Work task: Report how many lines in the entries below have the word "icon" in them, and give no other words.

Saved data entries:

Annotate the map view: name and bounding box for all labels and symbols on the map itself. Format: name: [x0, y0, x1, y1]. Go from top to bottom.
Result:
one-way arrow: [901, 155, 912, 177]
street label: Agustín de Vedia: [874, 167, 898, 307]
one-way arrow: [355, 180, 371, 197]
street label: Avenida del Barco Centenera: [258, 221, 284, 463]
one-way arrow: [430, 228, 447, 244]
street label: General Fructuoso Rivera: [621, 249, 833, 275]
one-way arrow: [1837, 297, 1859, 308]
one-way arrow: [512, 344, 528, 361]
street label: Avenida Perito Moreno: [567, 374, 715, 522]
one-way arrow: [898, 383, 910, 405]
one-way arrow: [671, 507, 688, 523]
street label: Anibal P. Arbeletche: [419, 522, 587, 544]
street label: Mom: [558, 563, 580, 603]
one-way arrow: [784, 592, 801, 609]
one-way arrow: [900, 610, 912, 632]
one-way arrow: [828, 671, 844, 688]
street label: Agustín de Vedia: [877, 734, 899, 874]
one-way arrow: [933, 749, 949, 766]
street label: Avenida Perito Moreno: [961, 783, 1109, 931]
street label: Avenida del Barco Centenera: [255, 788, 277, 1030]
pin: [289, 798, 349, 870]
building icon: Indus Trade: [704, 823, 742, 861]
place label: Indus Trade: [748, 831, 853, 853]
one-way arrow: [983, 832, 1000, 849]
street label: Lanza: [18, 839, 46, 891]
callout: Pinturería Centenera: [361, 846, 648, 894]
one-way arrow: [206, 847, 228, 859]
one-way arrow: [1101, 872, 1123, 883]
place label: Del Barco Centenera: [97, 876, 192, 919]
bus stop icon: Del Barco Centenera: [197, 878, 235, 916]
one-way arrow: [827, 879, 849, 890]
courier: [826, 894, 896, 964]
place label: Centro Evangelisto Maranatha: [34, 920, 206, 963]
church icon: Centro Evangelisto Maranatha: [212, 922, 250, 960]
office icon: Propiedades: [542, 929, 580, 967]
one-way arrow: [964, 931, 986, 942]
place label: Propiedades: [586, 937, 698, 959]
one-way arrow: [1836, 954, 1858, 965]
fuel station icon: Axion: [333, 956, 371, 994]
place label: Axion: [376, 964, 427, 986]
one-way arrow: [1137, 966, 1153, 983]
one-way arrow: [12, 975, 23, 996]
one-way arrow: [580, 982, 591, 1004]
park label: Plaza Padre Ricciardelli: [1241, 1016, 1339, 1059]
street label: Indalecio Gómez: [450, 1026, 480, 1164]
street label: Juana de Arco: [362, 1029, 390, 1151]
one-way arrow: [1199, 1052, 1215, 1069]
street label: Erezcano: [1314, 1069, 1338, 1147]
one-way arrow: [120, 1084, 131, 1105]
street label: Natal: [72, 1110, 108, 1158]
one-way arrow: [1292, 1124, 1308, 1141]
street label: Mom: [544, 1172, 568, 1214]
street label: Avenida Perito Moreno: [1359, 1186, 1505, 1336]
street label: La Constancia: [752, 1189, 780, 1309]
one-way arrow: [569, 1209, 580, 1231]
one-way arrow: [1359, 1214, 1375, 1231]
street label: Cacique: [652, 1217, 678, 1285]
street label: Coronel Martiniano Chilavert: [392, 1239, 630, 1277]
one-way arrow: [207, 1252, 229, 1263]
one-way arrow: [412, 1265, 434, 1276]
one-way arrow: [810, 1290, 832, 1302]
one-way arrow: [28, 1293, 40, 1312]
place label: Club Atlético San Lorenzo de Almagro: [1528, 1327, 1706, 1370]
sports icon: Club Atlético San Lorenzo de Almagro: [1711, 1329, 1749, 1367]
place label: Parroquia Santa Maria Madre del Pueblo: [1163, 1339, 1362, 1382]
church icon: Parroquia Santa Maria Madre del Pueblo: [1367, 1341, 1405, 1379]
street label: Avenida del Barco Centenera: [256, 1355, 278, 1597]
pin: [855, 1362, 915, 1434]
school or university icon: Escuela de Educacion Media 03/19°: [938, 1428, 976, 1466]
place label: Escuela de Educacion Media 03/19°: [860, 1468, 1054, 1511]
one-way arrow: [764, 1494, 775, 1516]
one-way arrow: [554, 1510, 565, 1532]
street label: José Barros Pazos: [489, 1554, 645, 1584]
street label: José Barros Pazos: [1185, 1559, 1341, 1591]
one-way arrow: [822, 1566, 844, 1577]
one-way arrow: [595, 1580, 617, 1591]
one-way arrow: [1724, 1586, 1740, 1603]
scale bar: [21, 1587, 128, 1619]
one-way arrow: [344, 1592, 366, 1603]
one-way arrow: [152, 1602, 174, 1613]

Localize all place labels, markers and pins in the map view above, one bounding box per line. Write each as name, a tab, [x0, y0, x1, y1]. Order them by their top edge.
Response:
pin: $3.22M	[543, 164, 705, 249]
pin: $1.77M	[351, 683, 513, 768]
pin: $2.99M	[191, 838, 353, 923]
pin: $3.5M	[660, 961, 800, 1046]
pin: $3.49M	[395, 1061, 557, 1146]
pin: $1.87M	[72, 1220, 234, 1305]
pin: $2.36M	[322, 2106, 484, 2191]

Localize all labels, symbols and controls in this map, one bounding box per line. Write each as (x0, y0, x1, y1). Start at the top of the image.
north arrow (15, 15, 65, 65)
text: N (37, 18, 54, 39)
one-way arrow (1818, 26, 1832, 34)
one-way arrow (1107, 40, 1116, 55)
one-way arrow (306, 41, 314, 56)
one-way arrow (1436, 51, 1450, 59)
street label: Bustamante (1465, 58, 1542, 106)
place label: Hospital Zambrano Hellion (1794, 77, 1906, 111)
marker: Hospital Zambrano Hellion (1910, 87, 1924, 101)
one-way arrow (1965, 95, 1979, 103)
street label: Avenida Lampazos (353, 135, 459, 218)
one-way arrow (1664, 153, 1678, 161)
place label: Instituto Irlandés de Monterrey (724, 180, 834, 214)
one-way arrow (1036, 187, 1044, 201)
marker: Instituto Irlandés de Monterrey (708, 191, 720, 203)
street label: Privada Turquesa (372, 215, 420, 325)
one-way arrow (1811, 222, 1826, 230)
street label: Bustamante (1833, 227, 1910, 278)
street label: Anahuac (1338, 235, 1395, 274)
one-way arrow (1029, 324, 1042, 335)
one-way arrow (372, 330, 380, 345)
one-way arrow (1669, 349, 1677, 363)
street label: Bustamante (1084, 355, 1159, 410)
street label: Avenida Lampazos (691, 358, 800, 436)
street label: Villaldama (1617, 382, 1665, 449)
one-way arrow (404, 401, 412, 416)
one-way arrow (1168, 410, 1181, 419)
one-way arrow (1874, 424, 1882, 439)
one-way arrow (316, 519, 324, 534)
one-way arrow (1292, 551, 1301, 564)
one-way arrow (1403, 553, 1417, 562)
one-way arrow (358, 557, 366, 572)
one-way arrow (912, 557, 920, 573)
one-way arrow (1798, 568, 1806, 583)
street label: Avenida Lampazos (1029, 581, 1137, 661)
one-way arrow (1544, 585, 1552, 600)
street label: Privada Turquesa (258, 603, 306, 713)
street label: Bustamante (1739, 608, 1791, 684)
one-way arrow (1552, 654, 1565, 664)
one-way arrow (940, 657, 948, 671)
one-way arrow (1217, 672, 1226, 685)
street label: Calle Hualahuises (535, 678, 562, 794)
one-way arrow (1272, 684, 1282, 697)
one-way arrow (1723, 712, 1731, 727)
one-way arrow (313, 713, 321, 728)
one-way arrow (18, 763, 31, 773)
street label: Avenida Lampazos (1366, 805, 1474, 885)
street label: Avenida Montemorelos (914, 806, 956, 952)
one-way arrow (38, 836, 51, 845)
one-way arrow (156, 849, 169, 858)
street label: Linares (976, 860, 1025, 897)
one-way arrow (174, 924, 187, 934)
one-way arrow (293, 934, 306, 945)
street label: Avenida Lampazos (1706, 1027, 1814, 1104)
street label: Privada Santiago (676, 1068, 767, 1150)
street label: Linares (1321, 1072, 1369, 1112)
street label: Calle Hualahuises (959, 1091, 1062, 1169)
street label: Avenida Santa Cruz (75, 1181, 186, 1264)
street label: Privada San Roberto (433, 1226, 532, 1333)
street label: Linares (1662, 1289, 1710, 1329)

Result for this task: 8